Debut: 'I'M NOT AN ACTIVIST' Is A Disquieting Masterpiece

“BETWEEN MARCH 2020 AND MARCH 2022, MORE THAN 11,000 ASIAN AMERICANS IN THE UNITED STATES REPORTED ANTI-ASIAN HATE CRIMES.”

So begins Dan Chen’s I’M NOT AN ACTIVIST, a short film about the Dragon Combat Club (DCC). The club is a volunteer group that teaches self-defense classes to New York City’s Asian American community and provides resources to local elders and other vulnerable groups. 

The film spends a week following DCC volunteers around the streets of New York City as they host self-defense classes in mixed martial arts and help the elderly through crowded and dangerous subway stations. With 1990s-esque color grading, varied angles, and shaky camera footage, I’M NOT AN ACTIVIST takes viewers along for the ride. The 10-minute short film is a gritty, boots-on-the-ground documentary outlining the DCC’s origins, goals, and operations, featuring interviews with its organizers, as well as lawmakers and community figureheads. Quick cuts and dynamic camerawork overlay narration by members of the group, who explain that with the rise of anti-Asian hate both in the United States and the city, they see self-defense training, access to self-defense items, and individual empowerment, as the most effective solutions. 

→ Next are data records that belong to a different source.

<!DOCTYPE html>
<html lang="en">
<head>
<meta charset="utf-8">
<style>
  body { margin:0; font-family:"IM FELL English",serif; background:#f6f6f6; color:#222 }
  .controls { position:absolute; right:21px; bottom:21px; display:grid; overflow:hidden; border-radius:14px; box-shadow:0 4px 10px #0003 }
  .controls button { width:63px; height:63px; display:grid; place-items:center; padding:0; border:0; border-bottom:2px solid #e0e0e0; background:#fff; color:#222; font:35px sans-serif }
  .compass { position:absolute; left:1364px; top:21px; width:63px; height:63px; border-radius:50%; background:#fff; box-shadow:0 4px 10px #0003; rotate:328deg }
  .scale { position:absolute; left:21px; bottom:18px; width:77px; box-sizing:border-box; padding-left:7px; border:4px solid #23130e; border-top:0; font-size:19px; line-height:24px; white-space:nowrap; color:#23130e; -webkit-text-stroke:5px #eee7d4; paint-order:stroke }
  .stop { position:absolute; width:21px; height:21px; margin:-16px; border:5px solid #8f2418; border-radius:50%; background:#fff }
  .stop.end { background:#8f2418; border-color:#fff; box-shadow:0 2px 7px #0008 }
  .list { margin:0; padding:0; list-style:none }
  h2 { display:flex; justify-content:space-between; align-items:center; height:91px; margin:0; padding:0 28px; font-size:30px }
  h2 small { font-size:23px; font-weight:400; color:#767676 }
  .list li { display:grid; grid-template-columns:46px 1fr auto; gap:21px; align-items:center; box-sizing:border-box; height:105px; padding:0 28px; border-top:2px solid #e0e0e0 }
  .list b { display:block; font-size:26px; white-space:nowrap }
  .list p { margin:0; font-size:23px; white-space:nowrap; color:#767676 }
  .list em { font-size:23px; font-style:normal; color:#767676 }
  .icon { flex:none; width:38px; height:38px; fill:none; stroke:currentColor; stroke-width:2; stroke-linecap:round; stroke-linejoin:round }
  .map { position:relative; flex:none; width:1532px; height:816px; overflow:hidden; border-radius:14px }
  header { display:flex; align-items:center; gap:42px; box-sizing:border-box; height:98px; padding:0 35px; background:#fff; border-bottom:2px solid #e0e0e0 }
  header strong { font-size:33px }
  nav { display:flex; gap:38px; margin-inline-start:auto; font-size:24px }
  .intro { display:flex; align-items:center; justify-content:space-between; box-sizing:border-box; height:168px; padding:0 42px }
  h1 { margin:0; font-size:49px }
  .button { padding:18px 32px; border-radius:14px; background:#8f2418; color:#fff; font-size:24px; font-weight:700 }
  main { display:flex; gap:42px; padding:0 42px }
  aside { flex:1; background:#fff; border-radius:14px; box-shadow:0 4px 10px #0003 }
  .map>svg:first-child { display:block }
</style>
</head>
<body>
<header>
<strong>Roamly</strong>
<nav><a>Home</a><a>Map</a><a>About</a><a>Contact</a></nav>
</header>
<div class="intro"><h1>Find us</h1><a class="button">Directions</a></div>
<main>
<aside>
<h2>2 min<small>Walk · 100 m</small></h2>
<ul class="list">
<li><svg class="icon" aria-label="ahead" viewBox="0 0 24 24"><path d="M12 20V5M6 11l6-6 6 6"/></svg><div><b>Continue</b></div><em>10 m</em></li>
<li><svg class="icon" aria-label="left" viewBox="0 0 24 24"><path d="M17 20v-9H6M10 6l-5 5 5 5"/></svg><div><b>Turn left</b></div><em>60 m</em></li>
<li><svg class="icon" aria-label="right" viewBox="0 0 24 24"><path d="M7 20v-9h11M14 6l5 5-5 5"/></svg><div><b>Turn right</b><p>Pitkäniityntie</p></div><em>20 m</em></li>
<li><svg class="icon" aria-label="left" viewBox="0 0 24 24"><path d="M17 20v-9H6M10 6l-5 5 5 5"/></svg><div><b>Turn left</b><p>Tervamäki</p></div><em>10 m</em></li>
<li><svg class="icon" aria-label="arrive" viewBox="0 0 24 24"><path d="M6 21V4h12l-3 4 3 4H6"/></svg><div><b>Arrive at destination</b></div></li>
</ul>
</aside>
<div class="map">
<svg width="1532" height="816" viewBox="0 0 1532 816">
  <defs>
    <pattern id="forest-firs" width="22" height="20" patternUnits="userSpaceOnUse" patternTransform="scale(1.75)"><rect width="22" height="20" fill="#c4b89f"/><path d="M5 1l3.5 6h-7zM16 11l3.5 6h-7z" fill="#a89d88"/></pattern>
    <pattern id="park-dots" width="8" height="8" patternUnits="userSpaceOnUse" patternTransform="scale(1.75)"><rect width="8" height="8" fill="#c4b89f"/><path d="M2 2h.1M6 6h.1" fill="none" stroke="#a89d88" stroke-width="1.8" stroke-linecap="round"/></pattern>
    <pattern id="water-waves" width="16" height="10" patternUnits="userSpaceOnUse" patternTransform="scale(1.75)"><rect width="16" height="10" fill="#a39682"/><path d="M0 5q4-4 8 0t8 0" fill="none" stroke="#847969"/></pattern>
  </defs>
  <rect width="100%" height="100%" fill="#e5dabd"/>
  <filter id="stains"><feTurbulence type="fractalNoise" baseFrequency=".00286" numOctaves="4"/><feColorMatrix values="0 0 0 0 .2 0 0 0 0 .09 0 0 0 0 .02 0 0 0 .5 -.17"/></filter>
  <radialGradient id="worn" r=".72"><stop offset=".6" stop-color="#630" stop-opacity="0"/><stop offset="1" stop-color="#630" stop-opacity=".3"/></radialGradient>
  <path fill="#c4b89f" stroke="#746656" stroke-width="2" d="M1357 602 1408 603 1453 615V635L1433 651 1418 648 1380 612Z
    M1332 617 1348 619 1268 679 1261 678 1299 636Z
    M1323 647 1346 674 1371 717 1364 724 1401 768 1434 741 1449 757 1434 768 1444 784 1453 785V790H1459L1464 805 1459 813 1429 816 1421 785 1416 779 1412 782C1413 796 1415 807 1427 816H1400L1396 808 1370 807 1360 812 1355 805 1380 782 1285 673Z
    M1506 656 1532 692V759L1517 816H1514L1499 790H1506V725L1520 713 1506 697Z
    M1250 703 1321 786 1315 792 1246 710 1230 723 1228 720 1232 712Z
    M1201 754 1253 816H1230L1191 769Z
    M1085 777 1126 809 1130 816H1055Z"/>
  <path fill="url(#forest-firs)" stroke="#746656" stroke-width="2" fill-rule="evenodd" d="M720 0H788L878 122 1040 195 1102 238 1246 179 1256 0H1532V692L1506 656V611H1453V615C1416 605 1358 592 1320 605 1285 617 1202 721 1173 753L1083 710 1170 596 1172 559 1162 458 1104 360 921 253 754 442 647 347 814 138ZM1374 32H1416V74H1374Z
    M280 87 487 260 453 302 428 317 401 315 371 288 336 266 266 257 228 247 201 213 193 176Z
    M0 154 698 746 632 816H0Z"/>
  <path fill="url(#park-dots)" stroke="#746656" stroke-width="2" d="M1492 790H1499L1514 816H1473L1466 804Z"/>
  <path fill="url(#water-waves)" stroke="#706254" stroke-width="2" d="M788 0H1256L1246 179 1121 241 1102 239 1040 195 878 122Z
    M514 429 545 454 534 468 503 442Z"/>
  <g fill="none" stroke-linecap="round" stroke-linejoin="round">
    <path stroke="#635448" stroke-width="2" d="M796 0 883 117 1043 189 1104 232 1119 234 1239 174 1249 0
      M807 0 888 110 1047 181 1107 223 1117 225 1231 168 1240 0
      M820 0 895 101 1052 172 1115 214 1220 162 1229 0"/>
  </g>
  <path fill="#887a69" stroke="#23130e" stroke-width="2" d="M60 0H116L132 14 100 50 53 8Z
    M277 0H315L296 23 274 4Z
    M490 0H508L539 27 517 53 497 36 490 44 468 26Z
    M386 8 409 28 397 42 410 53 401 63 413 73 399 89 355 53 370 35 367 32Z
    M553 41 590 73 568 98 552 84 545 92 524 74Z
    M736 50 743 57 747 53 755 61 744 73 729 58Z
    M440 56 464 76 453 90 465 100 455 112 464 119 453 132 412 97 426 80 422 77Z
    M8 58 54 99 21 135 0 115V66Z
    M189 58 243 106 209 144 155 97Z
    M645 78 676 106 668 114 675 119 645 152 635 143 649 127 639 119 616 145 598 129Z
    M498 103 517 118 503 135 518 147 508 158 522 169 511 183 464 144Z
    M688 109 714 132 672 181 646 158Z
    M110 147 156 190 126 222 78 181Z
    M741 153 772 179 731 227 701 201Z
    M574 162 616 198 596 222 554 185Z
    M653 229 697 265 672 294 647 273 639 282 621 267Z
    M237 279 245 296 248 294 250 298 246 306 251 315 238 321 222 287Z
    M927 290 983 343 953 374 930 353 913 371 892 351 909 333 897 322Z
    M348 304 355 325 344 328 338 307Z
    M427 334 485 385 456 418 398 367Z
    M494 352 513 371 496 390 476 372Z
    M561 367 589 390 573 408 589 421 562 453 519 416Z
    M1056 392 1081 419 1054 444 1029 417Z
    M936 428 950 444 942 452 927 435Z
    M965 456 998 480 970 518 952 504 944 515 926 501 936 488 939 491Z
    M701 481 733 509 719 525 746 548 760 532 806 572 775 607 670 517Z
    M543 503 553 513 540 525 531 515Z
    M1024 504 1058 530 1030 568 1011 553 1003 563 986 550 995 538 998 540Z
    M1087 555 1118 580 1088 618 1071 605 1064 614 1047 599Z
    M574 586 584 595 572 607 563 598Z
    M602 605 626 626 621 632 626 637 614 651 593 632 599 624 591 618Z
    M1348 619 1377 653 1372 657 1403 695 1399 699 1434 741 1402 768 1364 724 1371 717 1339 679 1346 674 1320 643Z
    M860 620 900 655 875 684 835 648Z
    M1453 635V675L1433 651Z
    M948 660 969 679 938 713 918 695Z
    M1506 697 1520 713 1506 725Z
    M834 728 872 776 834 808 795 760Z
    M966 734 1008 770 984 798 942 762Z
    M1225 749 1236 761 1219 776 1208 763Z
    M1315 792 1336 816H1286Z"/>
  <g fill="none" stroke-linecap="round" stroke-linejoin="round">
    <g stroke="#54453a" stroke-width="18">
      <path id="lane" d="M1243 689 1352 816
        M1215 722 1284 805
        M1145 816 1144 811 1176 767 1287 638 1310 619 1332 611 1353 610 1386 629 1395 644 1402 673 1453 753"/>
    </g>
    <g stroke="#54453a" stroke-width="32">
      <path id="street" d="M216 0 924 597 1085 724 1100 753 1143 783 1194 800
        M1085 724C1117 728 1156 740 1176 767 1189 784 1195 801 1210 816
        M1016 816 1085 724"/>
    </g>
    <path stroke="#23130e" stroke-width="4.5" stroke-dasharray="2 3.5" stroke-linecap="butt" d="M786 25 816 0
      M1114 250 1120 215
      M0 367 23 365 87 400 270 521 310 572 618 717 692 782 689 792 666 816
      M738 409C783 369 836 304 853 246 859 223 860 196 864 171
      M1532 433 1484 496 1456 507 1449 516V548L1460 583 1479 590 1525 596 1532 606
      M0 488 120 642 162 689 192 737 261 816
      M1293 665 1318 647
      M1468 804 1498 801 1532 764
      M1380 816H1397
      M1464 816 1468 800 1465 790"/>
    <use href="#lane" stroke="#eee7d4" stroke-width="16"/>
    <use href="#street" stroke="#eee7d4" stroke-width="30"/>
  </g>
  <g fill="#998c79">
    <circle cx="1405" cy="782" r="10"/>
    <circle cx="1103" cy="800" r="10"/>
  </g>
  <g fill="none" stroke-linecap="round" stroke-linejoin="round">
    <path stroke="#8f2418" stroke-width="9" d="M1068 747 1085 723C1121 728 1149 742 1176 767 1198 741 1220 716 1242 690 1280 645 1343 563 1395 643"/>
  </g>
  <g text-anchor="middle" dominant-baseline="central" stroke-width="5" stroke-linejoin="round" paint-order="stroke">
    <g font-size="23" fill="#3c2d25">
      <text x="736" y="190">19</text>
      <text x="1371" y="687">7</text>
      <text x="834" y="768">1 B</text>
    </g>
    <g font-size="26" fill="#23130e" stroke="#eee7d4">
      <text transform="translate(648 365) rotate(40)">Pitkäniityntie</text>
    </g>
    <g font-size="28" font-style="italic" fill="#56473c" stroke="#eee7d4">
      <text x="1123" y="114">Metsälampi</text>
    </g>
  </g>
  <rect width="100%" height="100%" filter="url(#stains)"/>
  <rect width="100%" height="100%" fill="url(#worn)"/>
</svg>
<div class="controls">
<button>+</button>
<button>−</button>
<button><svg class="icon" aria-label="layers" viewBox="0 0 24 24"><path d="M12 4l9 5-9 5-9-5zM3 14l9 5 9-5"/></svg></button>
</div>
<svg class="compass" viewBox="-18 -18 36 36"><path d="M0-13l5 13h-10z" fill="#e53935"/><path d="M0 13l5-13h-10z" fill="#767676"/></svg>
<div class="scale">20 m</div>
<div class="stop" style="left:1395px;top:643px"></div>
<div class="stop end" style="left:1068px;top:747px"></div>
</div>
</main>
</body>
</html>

Viewers watch as volunteers train people of all ages, sizes, and abilities in self-defense on a city basketball court lit by warm floodlights, with side glances from wary passersby. As the camera crew follows DCC through the subway and down city streets, viewers see and hear the simmering danger faced by Asian Americans, and are reminded of the short film’s opening scene: security footage of various violent hate crimes from the past few years.

“I’ll kill you, I’ll kill him,” cries out one man on the sidewalk as volunteers return home from a nighttime self-defense class. 

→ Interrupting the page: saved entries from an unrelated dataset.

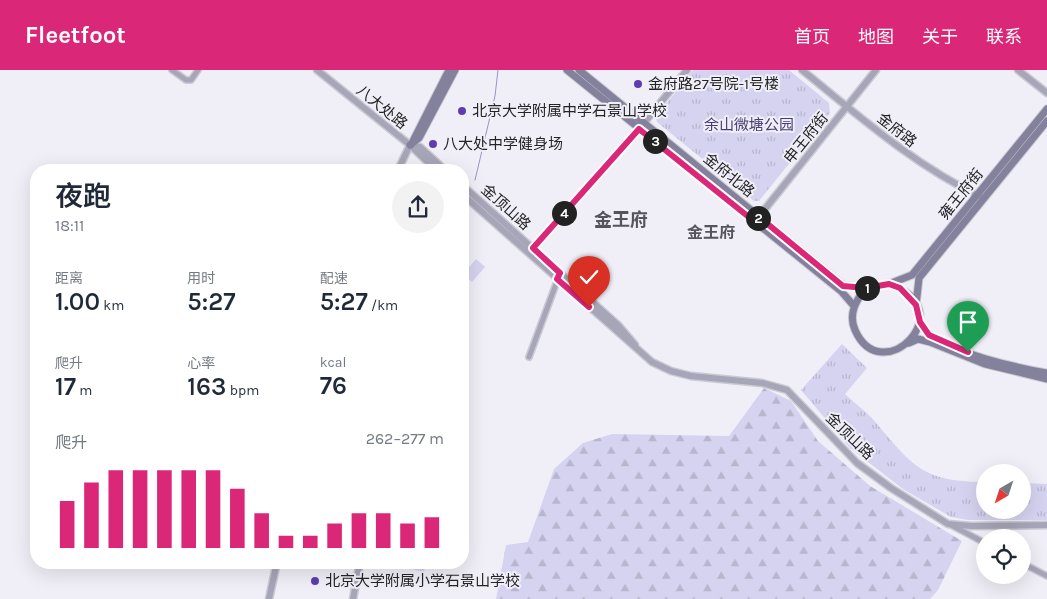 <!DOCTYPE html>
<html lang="zh">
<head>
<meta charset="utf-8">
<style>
  body { margin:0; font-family:Karla,"Noto Sans SC",sans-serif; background:#f2f2f3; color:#1f2937; height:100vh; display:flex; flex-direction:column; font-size:19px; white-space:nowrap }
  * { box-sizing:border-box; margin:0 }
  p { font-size:16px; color:#747a83 }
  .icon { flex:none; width:28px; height:28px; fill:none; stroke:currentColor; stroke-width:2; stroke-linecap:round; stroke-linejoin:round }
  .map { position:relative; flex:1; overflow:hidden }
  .details { position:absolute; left:30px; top:94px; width:439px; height:405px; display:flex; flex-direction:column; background:#fff; border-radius:20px; box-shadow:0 5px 20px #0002 }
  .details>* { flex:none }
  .needle { width:32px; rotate:219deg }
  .tools { position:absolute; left:976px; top:394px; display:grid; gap:10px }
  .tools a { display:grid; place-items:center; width:55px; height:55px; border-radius:50%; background:#fff; box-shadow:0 5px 20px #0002; font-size:25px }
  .pin { position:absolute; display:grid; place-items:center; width:42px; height:42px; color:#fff; margin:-51px -21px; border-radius:50% 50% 50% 0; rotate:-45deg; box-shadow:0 0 5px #0007 }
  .pin .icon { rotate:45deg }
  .km { position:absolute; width:25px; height:25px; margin:-12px; border-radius:50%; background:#222; color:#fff; font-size:14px; line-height:25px; text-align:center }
  .round { display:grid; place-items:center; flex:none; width:52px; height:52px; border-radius:26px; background:#f2f2f3 }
  .overview { display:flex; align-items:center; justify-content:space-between; height:85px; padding:0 25px }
  h1 { font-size:28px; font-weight:600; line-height:38px }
  .metrics { display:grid; grid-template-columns:repeat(3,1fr); gap:8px; height:85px; padding:5px 25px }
  .metrics div { display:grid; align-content:center }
  .metrics b { font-size:25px; font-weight:600 }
  .metrics small { font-size:14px; font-weight:400 }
  .metrics p { font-size:14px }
  .chart { height:140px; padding:10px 25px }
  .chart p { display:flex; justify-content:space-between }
  .chart svg { width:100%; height:90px; margin-top:5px; stroke:#db2777; stroke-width:6 }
  header { display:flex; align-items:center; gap:30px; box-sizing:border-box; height:70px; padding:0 25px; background:#db2777; color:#fff }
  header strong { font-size:24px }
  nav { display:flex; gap:28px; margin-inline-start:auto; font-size:18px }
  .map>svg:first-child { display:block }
</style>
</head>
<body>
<header>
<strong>Fleetfoot</strong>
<nav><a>首页</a><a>地图</a><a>关于</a><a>联系</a></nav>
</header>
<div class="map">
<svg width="1047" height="529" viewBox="0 0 1047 529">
  <defs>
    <pattern id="grass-dots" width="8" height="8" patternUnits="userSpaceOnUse" patternTransform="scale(1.25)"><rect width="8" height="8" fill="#d6d3f0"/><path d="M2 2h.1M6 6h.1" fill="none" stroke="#b8b5ce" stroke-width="1.8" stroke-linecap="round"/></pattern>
    <pattern id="forest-firs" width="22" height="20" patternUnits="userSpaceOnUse" patternTransform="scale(1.25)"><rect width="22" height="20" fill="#d6d3f0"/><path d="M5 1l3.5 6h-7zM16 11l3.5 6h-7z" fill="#b8b5ce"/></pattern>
    <pattern id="park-tufts" width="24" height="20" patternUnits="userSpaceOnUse" patternTransform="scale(1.25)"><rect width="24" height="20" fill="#d6d3f0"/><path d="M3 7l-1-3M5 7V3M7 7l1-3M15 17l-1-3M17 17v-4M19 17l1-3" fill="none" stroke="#b8b5ce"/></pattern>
  </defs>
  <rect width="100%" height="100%" fill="#f0eff7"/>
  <!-- grass -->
  <path fill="url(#grass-dots)" d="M 388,493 L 388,492 L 426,493 L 424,502 L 388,494 Z"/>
  <!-- forest -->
  <path fill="url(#forest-firs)" d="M 764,318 L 791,331 L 818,371 L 870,416 L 962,471 L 938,520 L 930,529 L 496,529 L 506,475 L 528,472 L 554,399 L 583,373 L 612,364 L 729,366 Z"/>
  <!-- park -->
  <path fill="url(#park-tufts)" d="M 693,0 L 789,0 L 829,33 L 830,43 L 759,131 L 754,131 L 657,52 L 656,47 Z
    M 842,274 L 867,298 L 845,324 C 853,332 863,339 871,347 C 911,393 919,412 985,412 L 985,440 L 1022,440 L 1023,413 L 1047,414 L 1047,450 L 968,450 L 951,447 L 903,419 L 850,378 L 801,320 Z"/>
  <!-- pitch -->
  <path fill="#d6d3f0" d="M 476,189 L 485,197 L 472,212 L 463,204 Z"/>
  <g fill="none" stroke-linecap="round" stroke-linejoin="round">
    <!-- stream -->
    <path stroke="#9a94be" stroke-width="1" d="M 475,110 L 495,26 L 498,0"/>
    <!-- minor casing -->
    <g stroke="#cbcad2" stroke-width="8">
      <path id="minor" d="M 172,0 L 186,10 L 191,10 L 198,0
        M 529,287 L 559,206
        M 951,455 L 985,473
        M 1022,493 L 1047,506"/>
    </g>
    <!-- tertiary casing -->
    <g stroke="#cbcad2" stroke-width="9">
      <path id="tertiary" d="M 317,0 L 410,75 L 436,100
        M 802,0 C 859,46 914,95 981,127
        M 1018,0 L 1047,23
        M 410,75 L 420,77 L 445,100
        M 398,100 L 410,75
        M 462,115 L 618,255 L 635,275
        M 462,124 L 652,292 L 671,301 L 691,306 L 762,313 L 787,320 L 857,393 L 891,418 L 948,454 L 971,456 L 1047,455
        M 757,149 L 876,0
        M 531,181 L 644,53 L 687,0
        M 269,529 L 277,492
        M 353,529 L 360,492"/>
    </g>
    <!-- secondary casing -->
    <g stroke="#cbcad2" stroke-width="9">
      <path id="secondary" d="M 567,0 L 841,221 L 854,236
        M 579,0 L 843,215 L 866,218
        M 410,75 L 419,68 L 455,0
        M 411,75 L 449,0
        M 889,214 L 912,205 L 1047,39
        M 889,214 C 964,239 882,321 855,260 C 848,244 856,230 866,218 Z
        M 916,235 L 919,208 L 1047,51
        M 920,252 C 922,256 925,261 929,264 C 951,283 1018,298 1047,303
        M 909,273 L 918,269 L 930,272 L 985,294 L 1047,309"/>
    </g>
    <!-- minor -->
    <use href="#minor" stroke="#a7a5b8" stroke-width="5"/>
    <!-- tertiary -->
    <use href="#tertiary" stroke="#a7a5b8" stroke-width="6"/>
    <!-- secondary -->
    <use href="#secondary" stroke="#84819c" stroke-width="7"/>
  </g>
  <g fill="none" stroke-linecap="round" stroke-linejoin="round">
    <!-- route casing -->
    <g stroke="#fff" stroke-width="10">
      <path id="route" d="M 589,237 L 557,209 L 560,203 L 533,178 L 639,59 L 755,152 L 759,147 L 843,216 L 866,218 L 889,214 L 900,218 L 916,235 L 920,252 L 929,265 L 968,282"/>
    </g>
    <!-- route -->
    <use href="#route" stroke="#db2777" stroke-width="6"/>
  </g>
  <!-- markers -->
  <g fill="#5e3bb3" stroke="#f0eff7" stroke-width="2">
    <circle cx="638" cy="14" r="5"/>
    <circle cx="462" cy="41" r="5"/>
    <circle cx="433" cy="74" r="5"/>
    <circle cx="315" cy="511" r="5"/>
  </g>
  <g text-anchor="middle" stroke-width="4" stroke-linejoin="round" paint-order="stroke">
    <!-- poi labels -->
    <g font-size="15" fill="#242427" stroke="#f0eff7" text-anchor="start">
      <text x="648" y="19">金府路27号院-1号楼</text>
      <text x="472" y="46">北京大学附属中学石景山学校</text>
      <text x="443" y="79">八大处中学健身场</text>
      <text x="325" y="516">北京大学附属小学石景山学校</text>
    </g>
    <!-- street labels -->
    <g font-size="15" fill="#242427" stroke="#f0eff7">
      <text transform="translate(382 37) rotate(39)" y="5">八大处路</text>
      <text transform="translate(897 60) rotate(38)" y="5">金府路</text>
      <text transform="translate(806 68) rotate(-51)" y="5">申王府街</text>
      <text transform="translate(729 105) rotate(39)" y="5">金府北路</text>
      <text transform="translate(961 124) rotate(-51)" y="5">雍王府街</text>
      <text transform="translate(506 137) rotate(42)" y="5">金顶山路</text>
      <text transform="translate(850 366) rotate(44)" y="5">金顶山路</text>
    </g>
    <!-- park labels -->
    <g font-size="15" fill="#483d74" stroke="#f0eff7">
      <text x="749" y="60">余山微塘公园</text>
    </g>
    <!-- neighbourhood labels -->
    <g font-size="16" font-weight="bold" fill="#55545b" stroke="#f0eff7">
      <text x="711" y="168">金王府</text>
    </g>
    <!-- quarter labels -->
    <g font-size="18" font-weight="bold" fill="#55545b" stroke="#f0eff7">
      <text x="621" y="156">金王府</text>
    </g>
  </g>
</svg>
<div class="tools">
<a><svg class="needle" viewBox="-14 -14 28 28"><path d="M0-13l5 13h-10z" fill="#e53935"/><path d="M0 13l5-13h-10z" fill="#747a83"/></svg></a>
<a><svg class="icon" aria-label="locate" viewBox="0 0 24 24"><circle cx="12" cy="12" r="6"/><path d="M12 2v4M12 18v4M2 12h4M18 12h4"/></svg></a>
</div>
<div class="pin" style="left:968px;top:282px;background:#1e9e55"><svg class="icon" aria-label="arrive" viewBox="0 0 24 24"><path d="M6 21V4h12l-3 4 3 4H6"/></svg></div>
<div class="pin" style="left:589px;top:237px;background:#d93025"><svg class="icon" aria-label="check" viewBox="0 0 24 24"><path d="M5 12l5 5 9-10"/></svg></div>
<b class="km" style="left:867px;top:218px">1</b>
<b class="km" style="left:758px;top:148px">2</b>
<b class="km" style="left:655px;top:71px">3</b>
<b class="km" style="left:564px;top:143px">4</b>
<section class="details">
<div class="overview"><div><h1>夜跑</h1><p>18:11</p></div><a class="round"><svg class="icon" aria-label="share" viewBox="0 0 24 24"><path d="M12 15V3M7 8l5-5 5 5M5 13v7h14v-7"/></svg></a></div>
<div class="metrics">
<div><p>距离</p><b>1.00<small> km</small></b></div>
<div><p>用时</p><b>5:27</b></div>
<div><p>配速</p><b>5:27<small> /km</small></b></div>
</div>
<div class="metrics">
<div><p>爬升</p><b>17<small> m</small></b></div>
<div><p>心率</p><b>163<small> bpm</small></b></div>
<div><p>kcal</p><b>76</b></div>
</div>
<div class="chart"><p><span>爬升</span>262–277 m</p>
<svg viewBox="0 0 160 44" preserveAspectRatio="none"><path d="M5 44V21M15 44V12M25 44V6M35 44V6M45 44V6M55 44V6M65 44V6M75 44V15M85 44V27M95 44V38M105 44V38M115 44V32M125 44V27M135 44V27M145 44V32M155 44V29"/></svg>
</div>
</section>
</div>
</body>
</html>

An interview with Henry, who goes by Dr. Z, reveals that the DCC was founded in April of 2020 following violent race-motivated attacks in the city. Dr. Z explains that the community feels sidelined, as the dangerous landscape of racism and COVID-spurred anti-Asian sentiment leaves Asian Americans to fend for themselves.

“As Asian Americans, we really have nowhere to go. We’re politically homeless. . . . We have to find ways to take action other than talking about it.”

As DCC volunteers discuss lukewarm reception towards their organization from lawmakers and media, Chen overlays unstable and at times blurry footage of volunteers grappling and guiding participants in self-defense methods. Interspersed with scenes of NYPD patrol cars and crowded city streets, Chen effectively spotlights the immediate physical danger in which racism places New York’s AAPI community. 

Chong, an instructor at Fordham University and Baruch College, says that critics of the DCC paint the organization as performative. The group gets comments like, “Where were they? They weren’t marching in the summer of 2020,” she says. As viewers watch the DCC demonstrate hold techniques and various self-defense implements, such criticism feels absurd. While watching the Club not only teach self-defense, but provide services by guiding the elderly through the perilous bowels of the subway, the viewer is struck first by the necessity of the DCC’s efforts, and then by the reality of this necessity. 

The DCC has had its share of contentious media interactions, including an article that left volunteers and organizers feeling misunderstood and misrepresented. There are strong opinions both within and from outside of the AAPI community about the efficacy and morality of physical self-defense in the face of violent hate crimes, but I’M NOT AN ACTIVIST takes a stark, no-nonsense look at the organization’s purpose. 

Its aesthetics, from the darkened high-contrast imagery to the close and dynamic shots, do justice to the agitation and turbulence felt by the community at large. Its understated editing and the intimacy of its camera work drive home that the DCC is a grassroots organization, intended to fill a void that should be occupied by the government tasked with protecting its citizens.

I’M NOT AN ACTIVIST does not give the DCC or its operations a glamorous treatment, but it isn’t meant to. The short film is equal parts visually stunning and stark, a frank look at the state of violent racism and the measures needed to protect Asian Americans. In the absence of proper and enforced protections from the government, the short film argues, that effort must come from the community itself. Viewers, especially those from outside the community, may feel uncomfortable with the short film’s bluntness in speech and aesthetics, which is precisely its goal. 

Far from polishing the group it follows, I’M NOT AN ACTIVIST reveals the necessity of self-defense and community organization, and thoroughly demonstrates how troubling it is that such an effort is needed.